(Stored data)
★ ★ ★
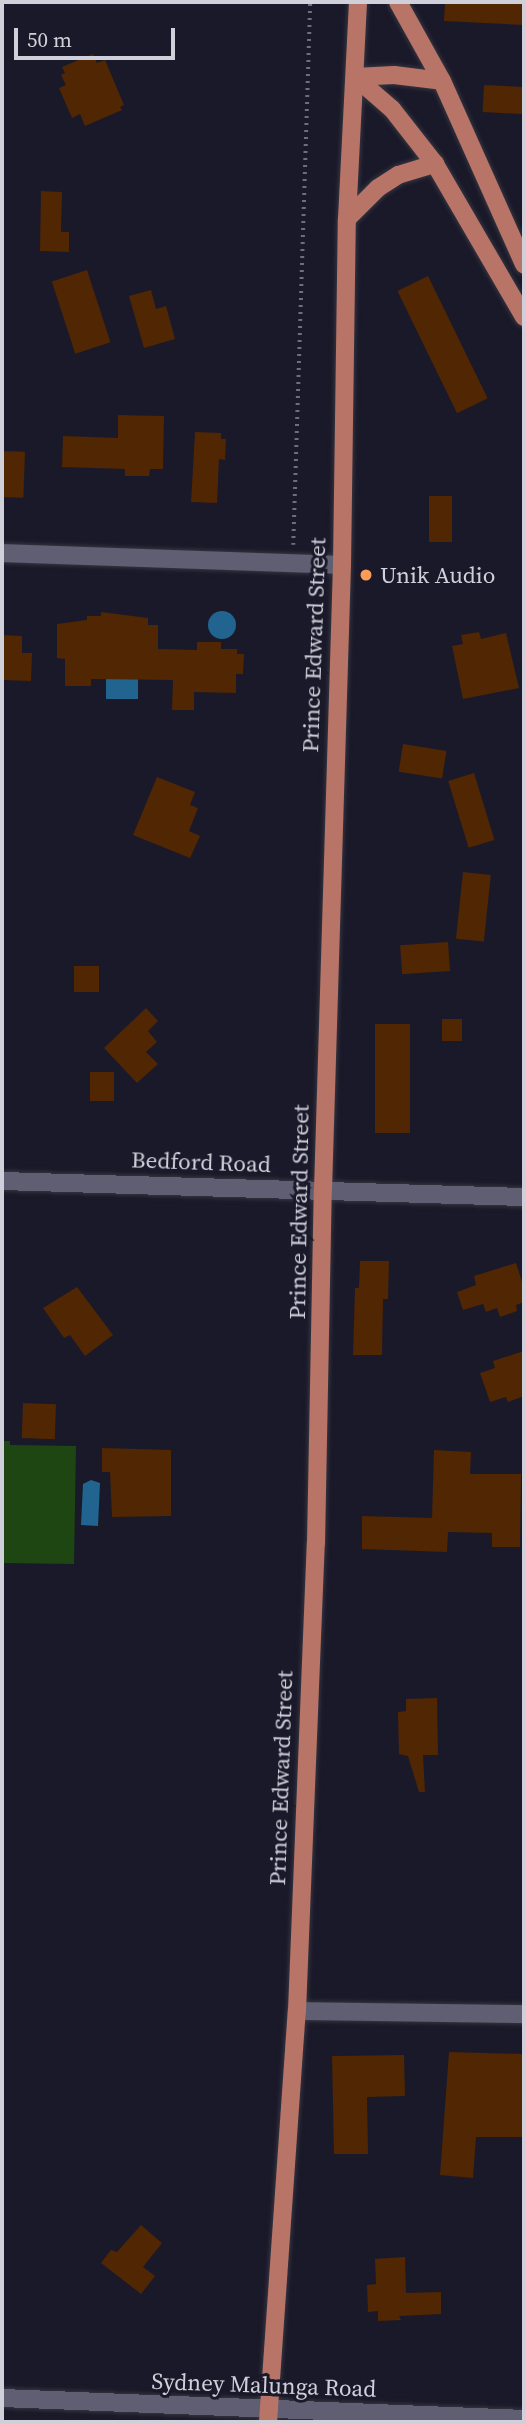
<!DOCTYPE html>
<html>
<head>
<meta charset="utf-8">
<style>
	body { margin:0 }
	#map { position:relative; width:526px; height:2424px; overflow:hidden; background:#1a1929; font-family:"Source Serif 4",serif }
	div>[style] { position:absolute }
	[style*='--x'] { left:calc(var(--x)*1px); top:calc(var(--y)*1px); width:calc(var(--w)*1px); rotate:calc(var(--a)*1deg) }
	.green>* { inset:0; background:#1d4612 }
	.water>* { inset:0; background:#216490; transform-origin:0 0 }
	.round { border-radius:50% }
	.building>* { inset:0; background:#502603; transform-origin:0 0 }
	.path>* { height:3.5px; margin-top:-1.75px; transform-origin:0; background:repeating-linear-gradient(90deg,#6f6e7c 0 2px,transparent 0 7px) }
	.roads { filter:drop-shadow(0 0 2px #363541) drop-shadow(0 0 2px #363541) }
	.minor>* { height:18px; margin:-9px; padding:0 9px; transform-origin:9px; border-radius:9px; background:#5f5e72 }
	.major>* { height:18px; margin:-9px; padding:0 9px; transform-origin:9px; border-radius:9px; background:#b87567 }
	.dots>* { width:19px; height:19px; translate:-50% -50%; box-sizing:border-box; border:4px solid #1a1929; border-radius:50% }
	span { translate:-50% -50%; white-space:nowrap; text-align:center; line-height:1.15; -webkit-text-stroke:6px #1a1929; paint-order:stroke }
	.poi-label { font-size:23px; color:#d0d0db }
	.left { translate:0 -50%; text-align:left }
	.street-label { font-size:23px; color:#d0d0db }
	.frame { position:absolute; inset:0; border:4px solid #d0d0db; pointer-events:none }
	.scale { position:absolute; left:14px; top:28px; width:161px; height:32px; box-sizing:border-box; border:4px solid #d0d0db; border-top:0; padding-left:9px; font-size:21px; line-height:24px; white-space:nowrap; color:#d0d0db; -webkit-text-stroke:5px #1a1929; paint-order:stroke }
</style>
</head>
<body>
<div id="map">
	<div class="green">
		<div style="clip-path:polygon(2px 1441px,10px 1441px,10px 1445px,76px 1446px,74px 1564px,2px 1563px)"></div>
	</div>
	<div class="water">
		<div class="round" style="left:208px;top:611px;width:28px;height:28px"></div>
		<div style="left:106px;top:678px;width:32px;height:21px"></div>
		<div style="clip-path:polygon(91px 1480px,100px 1483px,98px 1526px,81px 1525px,83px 1484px)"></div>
	</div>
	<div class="building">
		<div style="clip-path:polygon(445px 2px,524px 2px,524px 25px,444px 21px)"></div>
		<div style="clip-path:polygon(93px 54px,97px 63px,105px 60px,124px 105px,120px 107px,122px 110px,85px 126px,80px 114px,72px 118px,59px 88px,66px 85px,61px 75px,65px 73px,62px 67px)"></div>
		<div style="left:484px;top:85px;width:40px;height:27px;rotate:3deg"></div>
		<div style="clip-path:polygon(41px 191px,62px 192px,61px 232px,69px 232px,69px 252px,40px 251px)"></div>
		<div style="left:87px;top:270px;width:76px;height:37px;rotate:72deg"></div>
		<div style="left:428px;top:276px;width:136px;height:34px;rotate:64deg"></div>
		<div style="clip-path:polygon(151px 290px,156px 309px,166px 306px,175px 339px,144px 348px,129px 296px)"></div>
		<div style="clip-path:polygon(118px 415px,164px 416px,163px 469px,150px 469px,149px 476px,125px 476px,125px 469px,62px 467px,63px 436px,118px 438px)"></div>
		<div style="clip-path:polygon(195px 432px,221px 433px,221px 439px,226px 439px,225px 460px,219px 459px,217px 503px,191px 502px)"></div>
		<div style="left:2px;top:451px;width:23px;height:46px;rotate:2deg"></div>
		<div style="left:429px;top:496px;width:23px;height:46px"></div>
		<div style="clip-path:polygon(101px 612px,148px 618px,148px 625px,158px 625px,158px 649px,197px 650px,197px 642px,221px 642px,221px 649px,237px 649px,237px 654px,244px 654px,243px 674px,236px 674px,236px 693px,194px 692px,194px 710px,172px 710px,173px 680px,91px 679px,91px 686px,65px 686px,65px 659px,57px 658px,57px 624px,87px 620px,87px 616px,101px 616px)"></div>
		<div style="clip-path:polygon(479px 632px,481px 639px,506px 633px,519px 688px,463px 699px,452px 646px,463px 644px,461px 635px)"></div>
		<div style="clip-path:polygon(2px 635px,22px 636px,22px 653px,32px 653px,31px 681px,2px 680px)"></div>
		<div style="left:403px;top:744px;width:44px;height:28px;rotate:9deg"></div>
		<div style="left:474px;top:773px;width:70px;height:27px;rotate:73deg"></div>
		<div style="clip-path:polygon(157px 777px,195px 792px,190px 805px,198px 808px,189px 831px,200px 836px,190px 858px,133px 835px)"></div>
		<div style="left:463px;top:872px;width:28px;height:67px;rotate:6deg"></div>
		<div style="left:448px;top:942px;width:29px;height:48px;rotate:86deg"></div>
		<div style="left:74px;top:966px;width:25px;height:26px"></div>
		<div style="clip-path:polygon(146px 1008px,158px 1021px,148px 1031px,157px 1042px,146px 1052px,158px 1064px,137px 1083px,104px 1048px)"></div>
		<div style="left:442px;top:1019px;width:20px;height:22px"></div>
		<div style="left:375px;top:1024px;width:35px;height:109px"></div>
		<div style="left:90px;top:1072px;width:24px;height:29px"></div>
		<div style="clip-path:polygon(360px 1261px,389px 1261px,388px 1299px,383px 1299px,382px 1355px,353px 1355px,355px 1288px,359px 1288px)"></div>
		<div style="clip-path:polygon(516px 1263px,524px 1288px,524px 1302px,516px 1305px,517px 1311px,500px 1317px,497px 1308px,486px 1312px,483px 1304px,463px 1310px,457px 1292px,476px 1285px,474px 1276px)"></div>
		<div style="clip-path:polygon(77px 1287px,113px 1335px,85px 1356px,70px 1335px,64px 1338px,43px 1308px)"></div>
		<div style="clip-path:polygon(524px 1351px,524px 1396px,508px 1402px,506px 1397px,490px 1402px,480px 1373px,495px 1368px,493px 1361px)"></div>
		<div style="left:23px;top:1403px;width:33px;height:35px;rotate:2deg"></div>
		<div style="clip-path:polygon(102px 1448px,171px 1450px,171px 1516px,112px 1517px,110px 1472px,102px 1472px)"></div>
		<div style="clip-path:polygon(434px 1450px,471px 1452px,470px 1474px,521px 1474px,520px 1547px,492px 1547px,492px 1533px,448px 1532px,447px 1552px,362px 1549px,362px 1516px,432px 1518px)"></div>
		<div style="clip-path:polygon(437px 1698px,438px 1755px,423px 1755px,425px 1792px,419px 1792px,408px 1756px,399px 1754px,398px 1712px,406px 1711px,406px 1699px)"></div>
		<div style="clip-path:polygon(449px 2052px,524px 2054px,524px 2137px,476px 2137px,473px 2178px,440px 2175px)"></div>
		<div style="clip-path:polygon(404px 2055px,405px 2096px,367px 2097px,368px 2154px,334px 2154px,332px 2056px)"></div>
		<div style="clip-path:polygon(141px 2225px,162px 2243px,143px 2267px,155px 2276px,141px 2294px,101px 2263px,111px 2250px,117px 2252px)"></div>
		<div style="clip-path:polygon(405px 2257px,406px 2293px,441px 2292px,441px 2314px,399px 2316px,401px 2320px,378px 2321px,378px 2311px,368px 2312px,367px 2285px,376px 2284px,375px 2259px)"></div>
	</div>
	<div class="path">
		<div style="--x:293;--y:545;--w:543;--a:-88.21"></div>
	</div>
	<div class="roads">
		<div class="minor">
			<div style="--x:2;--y:553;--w:340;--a:2"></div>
			<div style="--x:2;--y:1181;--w:522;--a:1.76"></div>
			<div style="--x:297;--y:2011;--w:227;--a:0.8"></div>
			<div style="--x:2;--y:2398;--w:522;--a:2.3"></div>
		</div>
		<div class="major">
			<div style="--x:398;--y:2;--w:90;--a:60.9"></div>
			<div style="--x:442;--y:81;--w:201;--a:65.9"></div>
			<div style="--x:355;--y:77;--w:49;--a:40.9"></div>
			<div style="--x:392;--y:109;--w:70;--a:52"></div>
			<div style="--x:435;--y:164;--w:177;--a:59.8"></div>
			<div style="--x:355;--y:77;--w:39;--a:-3"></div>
			<div style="--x:394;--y:75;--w:48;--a:7.1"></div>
			<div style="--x:347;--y:219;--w:44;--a:-45"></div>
			<div style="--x:378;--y:188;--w:24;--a:-33"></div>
			<div style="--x:398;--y:175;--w:39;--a:-17"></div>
			<div style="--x:268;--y:2422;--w:412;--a:-86"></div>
			<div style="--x:297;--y:2011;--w:468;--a:-87.7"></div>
			<div style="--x:316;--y:1543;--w:353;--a:-88.9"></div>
			<div style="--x:323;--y:1190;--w:625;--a:-88.26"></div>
			<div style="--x:342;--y:565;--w:346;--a:-89.2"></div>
			<div style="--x:347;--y:219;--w:217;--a:-87.1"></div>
		</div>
	</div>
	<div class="dots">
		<div style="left:366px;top:575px;background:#fd9c56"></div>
	</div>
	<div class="poi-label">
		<span class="left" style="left:380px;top:575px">Unik Audio</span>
	</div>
	<div class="street-label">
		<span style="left:314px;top:645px;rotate:-88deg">Prince Edward Street</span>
		<span style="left:201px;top:1162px;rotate:2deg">Bedford Road</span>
		<span style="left:299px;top:1212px;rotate:-89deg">Prince Edward Street</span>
		<span style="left:281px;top:1778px;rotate:-88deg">Prince Edward Street</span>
		<span style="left:264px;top:2385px;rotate:2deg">Sydney Malunga Road</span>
	</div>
	<div class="frame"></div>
	<div class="scale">50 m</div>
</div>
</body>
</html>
★ ★ ★
▸ **WORK REQUIRED**
The answer must consist of each line from the entries that contains the string "water".

▸ **ANSWER AREA**
	.water>* { inset:0; background:#216490; transform-origin:0 0 }
	<div class="water">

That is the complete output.